* [PROBLEM DETAILS]:
Please return every line below that contains the string "center".

* [INPUT RECORDS]:
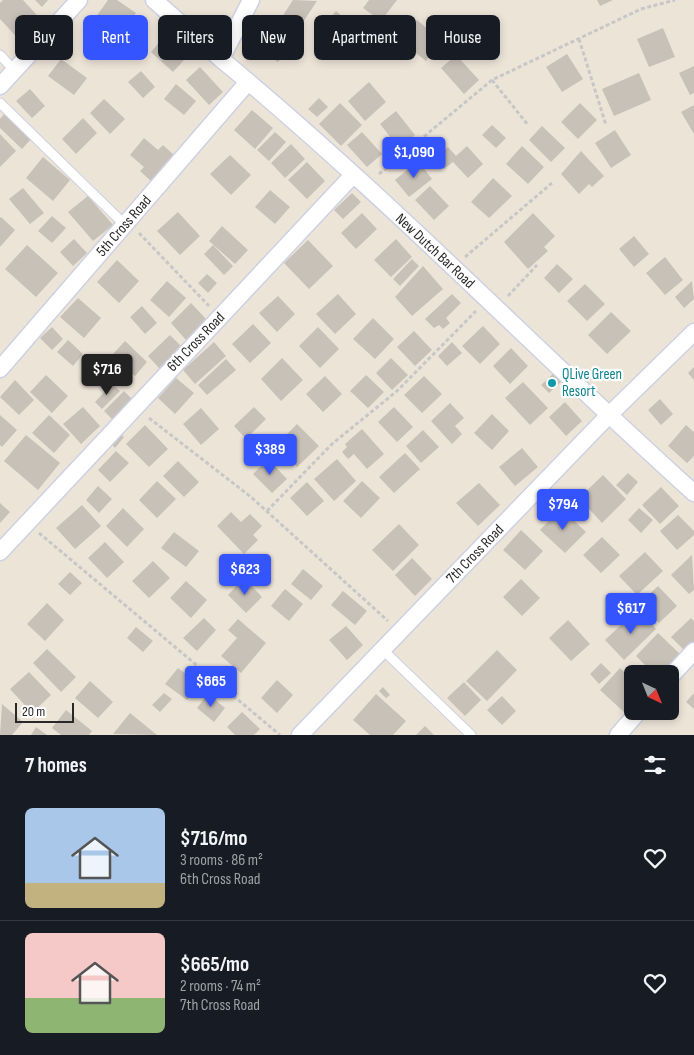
<!DOCTYPE html>
<meta charset="utf-8">
<style>
:root{--surface:#171b24;--page:#242831;--text:#f1f3f6;--muted:#9ea1a6;--line:#363941;--accent:#3354ff}
body{margin:0;font-family:"Sofia Sans Condensed",sans-serif;background:var(--page);color:var(--text);height:100vh;display:flex;flex-direction:column;font-size:19px;white-space:nowrap}
*{box-sizing:border-box;margin:0}
p{font-size:16px;color:var(--muted)}
.icon{flex:none;width:28px;height:28px;fill:none;stroke:currentColor;stroke-width:2;stroke-linecap:round;stroke-linejoin:round}
.map{position:relative;height:735px;overflow:hidden}
.side{display:flex;flex-direction:column;background:var(--surface);flex:1}
.side>*{flex:none}
.banner{position:absolute;left:15px;top:15px;width:665px;height:45px;display:flex;gap:10px}
.needle{width:32px;rotate:137deg}
.controls{position:absolute;left:624px;top:665px;display:grid;gap:10px}
.controls a{display:grid;place-items:center;width:55px;height:55px;border-radius:8px;background:var(--surface);box-shadow:0 2px 8px #0003;font-size:25px}
.scale{position:absolute;left:15px;bottom:12px;width:59px;box-sizing:border-box;padding-left:5px;border:2px solid #282828;border-top:0;font-size:14px;line-height:18px;white-space:nowrap;color:#282828;-webkit-text-stroke:4px #fff;paint-order:stroke}
.price{position:absolute;translate:-50% -42px;padding:0 11px;border-radius:5px;background:var(--accent);color:#fff;font-size:16px;line-height:32px;filter:drop-shadow(0 1px 2px #0008)}
.price::after{content:'';position:absolute;left:50%;top:30px;width:15px;height:11px;margin-left:-8px;background:inherit;clip-path:polygon(0 0,100% 0,50% 100%)}
.price.selected{background:#222;color:#fff}
ul{padding:0;list-style:none}
li{display:flex;align-items:center;gap:15px;height:125px;padding:0 25px}
li+li{border-top:1px solid var(--line)}
li span{display:grid;place-items:center;flex:none;width:140px;height:100px;border-radius:8px;color:#555}
li>.icon{margin-inline-start:auto}
span .icon{width:60px;height:60px;fill:#fffc;stroke-width:1}
li b{font-size:21px}
h2{display:flex;justify-content:space-between;align-items:center;height:60px;padding:0 25px;font-size:21px}
.pill{padding:0 18px;border-radius:8px;background:var(--surface);box-shadow:0 2px 8px #0003;font-size:18px;line-height:45px}
.pill.selected{background:var(--accent);color:#fff}
.map>svg:first-child{display:block}
.building{fill:#c8c1b8}
.lines{fill:none;stroke-linecap:round;stroke-linejoin:round}
.service-casing{stroke:#cdd1e3;stroke-width:11}
.minor-casing{stroke:#cdd1e3;stroke-width:19}
.path{stroke:#c7c7c7;stroke-width:3;stroke-dasharray:4 2.5;stroke-linecap:butt}
.service{stroke:#fff;stroke-width:9}
.minor{stroke:#fff;stroke-width:16}
.culture-dot{fill:#0f9aa8;stroke:#fff;stroke-width:2}
.labels{text-anchor:middle;dominant-baseline:central;stroke-width:4.5;stroke-linejoin:round;paint-order:stroke}
.street-label{font-size:15px;fill:#282828;stroke:#fff}
.culture-label{font-size:15px;fill:#0d838f;stroke:#fff;text-anchor:start}
</style>
<div class="map">
<svg width="694" height="735" viewBox="0 0 694 735">
<rect width="100%" height="100%" fill="#ede4d8"/>
<path class="building" d="M3 0H23L46 25 24 45 0 19V3Z
M35 0H48L42 7Z
M108 0H117L136 13 121 35 96 17Z
M293 0 317 1 299 28 282 17Z
M369 0H397L381 21 363 8Z
M597 0H613L600 6Z
M336 11 364 35 347 55 319 31Z
M417 20 442 41 426 61 401 41Z
M262 25 291 44 278 62 250 43Z
M98 26 114 43 100 55 85 39Z
M663 28 675 57 649 67 637 39Z
M162 39 185 59 173 72 151 52Z
M567 54 583 79 562 92 546 67Z
M456 55 479 80 464 94 441 68Z
M61 59 87 78 74 95 48 76Z
M694 66V93L690 95 679 73Z
M200 67 223 92 209 105 186 80Z
M141 71 155 87 143 98 128 82Z
M639 73 651 100 614 116 602 89Z
M369 82 386 102 365 121 348 101Z
M176 84 196 101 184 115 164 99Z
M30 89 45 106 32 118 16 101Z
M319 98 328 107 317 117 308 109Z
M104 99 125 119 110 134 90 113Z
M340 103 362 125 341 146 319 124Z
M580 103 597 120 578 139 561 122Z
M694 105V134L681 112Z
M252 110 273 128 255 149 234 130Z
M396 111 415 135 399 148 380 124Z
M5 113 32 138 22 149 0 128V119Z
M83 118 97 133 76 154 62 139Z
M492 125 506 138 496 148 482 135Z
M542 126 565 148 551 162 529 140Z
M615 130 631 155 611 168 595 143Z
M275 132 286 142 269 161 257 150Z
M362 132 382 154 367 167 347 145Z
M0 134 16 151 0 167Z
M144 138 158 150 163 145 175 156 152 182 140 171 144 167 130 155Z
M291 144 305 159 285 178 271 163Z
M467 146 483 164 468 178 453 162 444 169 435 158 448 147 456 156Z
M522 146 544 167 528 184 506 164Z
M581 151 604 176 592 187 589 184 579 194 561 174Z
M230 155 251 175 231 195 210 174Z
M43 157 70 180 53 201 26 178Z
M418 161 432 179 409 197 395 180Z
M307 162 325 181 307 199 288 180Z
M493 178 512 196 489 218 471 202Z
M430 186 449 206 434 220 415 200Z
M23 188 44 213 30 224 9 199Z
M270 190 290 207 275 224 255 207Z
M352 193 361 202 343 219 334 210Z
M88 196 113 225 93 241 68 212Z
M178 212 200 236 180 255 157 231Z
M362 213 377 229 356 249 341 233Z
M533 213 555 236 544 247 548 251 528 269 504 242Z
M52 216 66 228 52 243 38 231Z
M1 217 15 230 0 247V218Z
M222 226 248 250 235 264 209 241Z
M634 236 649 254 634 267 619 249Z
M74 239 87 253 73 266 60 252Z
M396 239 412 257 391 277 374 260Z
M308 240 333 266 309 289 284 263Z
M27 245 58 273 36 297 5 269Z
M213 245 233 266 224 275 204 254Z
M665 257 683 280 665 295 646 273Z
M412 259 419 266 400 286 393 279Z
M117 260 139 281 119 303 97 282Z
M557 264 573 279 559 293 544 278Z
M423 266 443 289 412 316 395 297Z
M207 274 217 283 208 293 198 283Z
M167 281 186 298 169 317 150 300Z
M692 281 694 299 684 308 675 297Z
M585 284 605 304 587 321 567 301Z
M338 294 356 314 335 334 316 314Z
M452 294 461 303 446 318 450 323 443 329 439 325 434 328 425 319Z
M278 296 295 314 277 332 259 313Z
M78 298 101 318 84 338 60 317Z
M191 303 207 320 186 340 171 323Z
M142 306 157 323 145 334 130 317Z
M611 312 631 331 607 354 588 335Z
M373 318 394 339 375 359 353 339Z
M253 324 271 343 250 363 232 344Z
M483 326 500 344 480 364 462 346Z
M52 327 63 339 52 350 40 338Z
M318 327 339 349 320 368 299 346Z
M414 331 432 350 415 366 397 347Z
M170 335 182 347 160 369 148 356Z
M68 340 83 354 73 366 57 352Z
M125 341 147 362 135 376 112 355Z
M214 342 226 356 195 384 183 370Z
M452 342 462 353 447 366 438 356Z
M511 348 528 366 510 384 493 366Z
M282 358 303 380 281 401 261 379Z
M391 358 408 375 392 390 376 373Z
M226 359 236 370 207 395 198 385Z
M694 367V380L688 373Z
M555 372 563 380 549 393 541 385Z
M46 375 68 396 52 413 30 392Z
M366 375 384 392 368 408 350 391Z
M325 376 342 394 323 412 306 394Z
M424 376 442 394 422 413 404 395Z
M176 378 194 393 175 414 158 398Z
M15 380 34 400 19 415 0 397Z
M523 382 548 408 530 425 505 398Z
M112 384 120 391 102 409 95 402Z
M124 391 132 399 112 419 104 411Z
M660 399 673 414 661 425 648 410Z
M565 402 582 421 566 436 549 417Z
M450 403 464 418 455 426 462 434 452 444 431 421Z
M83 407 100 426 81 444 63 424Z
M254 407 266 419 246 439 234 426Z
M394 407 413 427 397 442 378 422Z
M201 408 219 429 201 445 183 424Z
M492 414 509 431 492 450 474 433Z
M0 415 17 430 2 447 0 445Z
M49 415 70 435 54 453 32 433Z
M297 424 319 446 297 467 276 445Z
M145 425 168 449 149 467 126 444Z
M686 425 694 432V456L687 463 668 446Z
M362 429 384 454 367 469 354 454 348 459 342 452 347 447 345 444Z
M423 430 439 447 421 463 406 446Z
M117 431 124 437 115 448 107 440Z
M26 435 60 463 38 490 4 461Z
M522 448 538 467 515 486 499 467Z
M116 451 129 463 110 482 98 470Z
M405 453 420 469 394 493 379 477Z
M268 459 287 479 272 493 253 474Z
M337 459 356 481 334 501 314 479Z
M178 461 199 482 184 497 163 476Z
M628 473 638 482 627 495 616 485Z
M603 475 626 499 602 523 579 498Z
M157 481 176 499 157 518 139 500Z
M362 481 380 498 361 518 343 501Z
M307 482 324 501 307 516 290 498Z
M479 483 500 505 478 526 456 503Z
M98 486 112 499 99 513 86 500Z
M661 487 679 506 660 524 642 505Z
M0 503 10 512 0 523Z
M82 505 101 526 75 549 56 528Z
M123 508 144 529 127 547 106 526Z
M561 508 586 532 565 553 540 530Z
M639 508 653 520 641 533 628 520Z
M231 512 241 522 250 514 262 526 253 535 258 540 244 554 217 526Z
M678 515 694 531V535L677 550 660 531Z
M399 524 419 545 393 571 372 550Z
M521 530 543 551 525 570 503 550Z
M174 532 199 551 186 567 161 548Z
M602 537 620 555 601 573 583 555Z
M105 542 124 562 107 578 88 558Z
M645 552 663 571 637 595 619 576Z
M692 555 694 590 689 594 671 575Z
M412 558 432 579 415 596 395 575Z
M153 561 170 578 149 598 132 581Z
M303 569 323 586 311 600 291 584Z
M70 572 82 583 70 595 58 584Z
M244 578 262 597 246 613 228 595Z
M521 579 540 598 522 616 503 597Z
M186 581 207 600 191 618 170 598Z
M658 586 677 606 659 623 640 603Z
M285 589 303 604 289 621 271 606Z
M343 591 367 611 355 625 331 605Z
M47 603 64 620 45 641 27 624Z
M638 609 656 629 624 660 605 640Z
M204 618 216 630 197 651 183 638Z
M691 618 694 621V646L687 653 671 637Z
M238 619 266 643 241 673 221 656 237 638 228 630Z
M568 620 590 644 571 661 549 638Z
M346 626 363 645 347 660 329 640Z
M136 627 153 641 143 652 127 638Z
M658 633 680 654 661 674H654L636 656Z
M47 649 76 677 61 692 33 663Z
M497 650 517 670 487 701 466 681Z
M601 663 611 673 599 684 590 674Z
M178 668 199 684 187 700 165 684Z
M620 668 632 679V704L625 713 600 690Z
M29 672 51 695 32 713 10 689Z
M277 680 293 695 277 713 261 698Z
M90 681 113 702 98 718 75 698Z
M464 682 481 700 465 716 447 698Z
M383 687 390 695 386 698 379 691Z
M164 693 172 699 160 712 152 705Z
M694 693V709L686 702Z
M208 694 225 708 214 722 197 708Z
M376 694 406 721 393 735H370L353 720Z
M502 696 516 711 502 725 487 710Z
M2 704 23 722 12 735H0Z
M66 710 92 731 89 735H61L52 728Z
M242 712 260 729 254 735H235L227 727Z
M130 713 157 735 113 734Z
M425 726 434 735H416Z
M36 727 47 735H31Z"/>
<g class="lines">
<defs>
<path id="service" d="M0 55 14 70
M0 103 125 225
M383 650 471 735"/>
<path id="minor" d="M154 0 221 59
M251 0 221 59C386 195 535 350 694 493
M0 86 79 0
M0 369 248 82
M0 552 353 175
M670 677 694 651
M300 735 608 416 694 332
M618 735 639 711"/>
</defs>
<use href="#service" class="service-casing"/>
<use href="#minor" class="minor-casing"/>
<path class="path" d="M579 39 606 125
M492 80 528 125
M379 174 492 80 641 9 675 0
M139 233 209 306
M465 257 552 183
M508 296 537 265
M149 418 251 497 388 621
M267 511 332 444 397 391 476 311
M39 533 280 735"/>
<use href="#service" class="service"/>
<use href="#minor" class="minor"/>
</g>
<circle class="culture-dot" cx="552" cy="383" r="5"/>
<g class="labels">
<g class="street-label">
<text transform="translate(124 226) rotate(-49)">5th Cross Road</text>
<text transform="translate(435 251) rotate(43)">New Dutch Bar Road</text>
<text transform="translate(196 342) rotate(-46)">6th Cross Road</text>
<text transform="translate(475 554) rotate(-46)">7th Cross Road</text>
</g>
<g class="culture-label">
<text x="562" y="374">QLive Green<tspan x="562" dy="17">Resort</tspan></text>
</g>
</g>
</svg>
<div class="controls">
<a><svg class="needle" viewBox="-14 -14 28 28"><path d="M0-13l5 13h-10z" fill="#e53935"/><path d="M0 13l5-13h-10z" fill="#9ea1a6"/></svg></a>
</div>
<div class="scale">20 m</div>
<b class="price" style="left:414px;top:179px">$1,090</b>
<b class="price selected" style="left:107px;top:396px">$716</b>
<b class="price" style="left:270px;top:476px">$389</b>
<b class="price" style="left:563px;top:531px">$794</b>
<b class="price" style="left:245px;top:596px">$623</b>
<b class="price" style="left:631px;top:635px">$617</b>
<b class="price" style="left:211px;top:708px">$665</b>
<div class="banner">
<a class="pill">Buy</a>
<a class="pill selected">Rent</a>
<a class="pill">Filters</a>
<a class="pill">New</a>
<a class="pill">Apartment</a>
<a class="pill">House</a>
</div>
</div>
<section class="side">
<h2>7 homes<svg class="icon" aria-label="filters" viewBox="0 0 24 24"><path d="M4 7h16M4 17h16"/><circle cx="9" cy="7" r="2"/><circle cx="15" cy="17" r="2"/></svg></h2>
<ul>
<li><span style="background:linear-gradient(#a9c7e8 75%,#c2b280 0)"><svg class="icon" aria-label="home" viewBox="0 0 24 24"><path d="M3 11l9-7 9 7M6 9v11h12V9"/></svg></span><div><b>$716/mo</b><p>3 rooms · 86 m²</p><p>6th Cross Road</p></div><svg class="icon" aria-label="heart" viewBox="0 0 24 24"><path d="M12 20l-8-8c-3-5 5-10 8-4 3-6 11-1 8 4z"/></svg></li>
<li><span style="background:linear-gradient(#f6c9c9 65%,#8fb573 0)"><svg class="icon" aria-label="home" viewBox="0 0 24 24"><path d="M3 11l9-7 9 7M6 9v11h12V9"/></svg></span><div><b>$665/mo</b><p>2 rooms · 74 m²</p><p>7th Cross Road</p></div><svg class="icon" aria-label="heart" viewBox="0 0 24 24"><path d="M12 20l-8-8c-3-5 5-10 8-4 3-6 11-1 8 4z"/></svg></li>
</ul>
</section>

* [TASK SOLUTION]:
.controls a{display:grid;place-items:center;width:55px;height:55px;border-radius:8px;background:var(--surface);box-shadow:0 2px 8px #0003;font-size:25px}
li{display:flex;align-items:center;gap:15px;height:125px;padding:0 25px}
li span{display:grid;place-items:center;flex:none;width:140px;height:100px;border-radius:8px;color:#555}
h2{display:flex;justify-content:space-between;align-items:center;height:60px;padding:0 25px;font-size:21px}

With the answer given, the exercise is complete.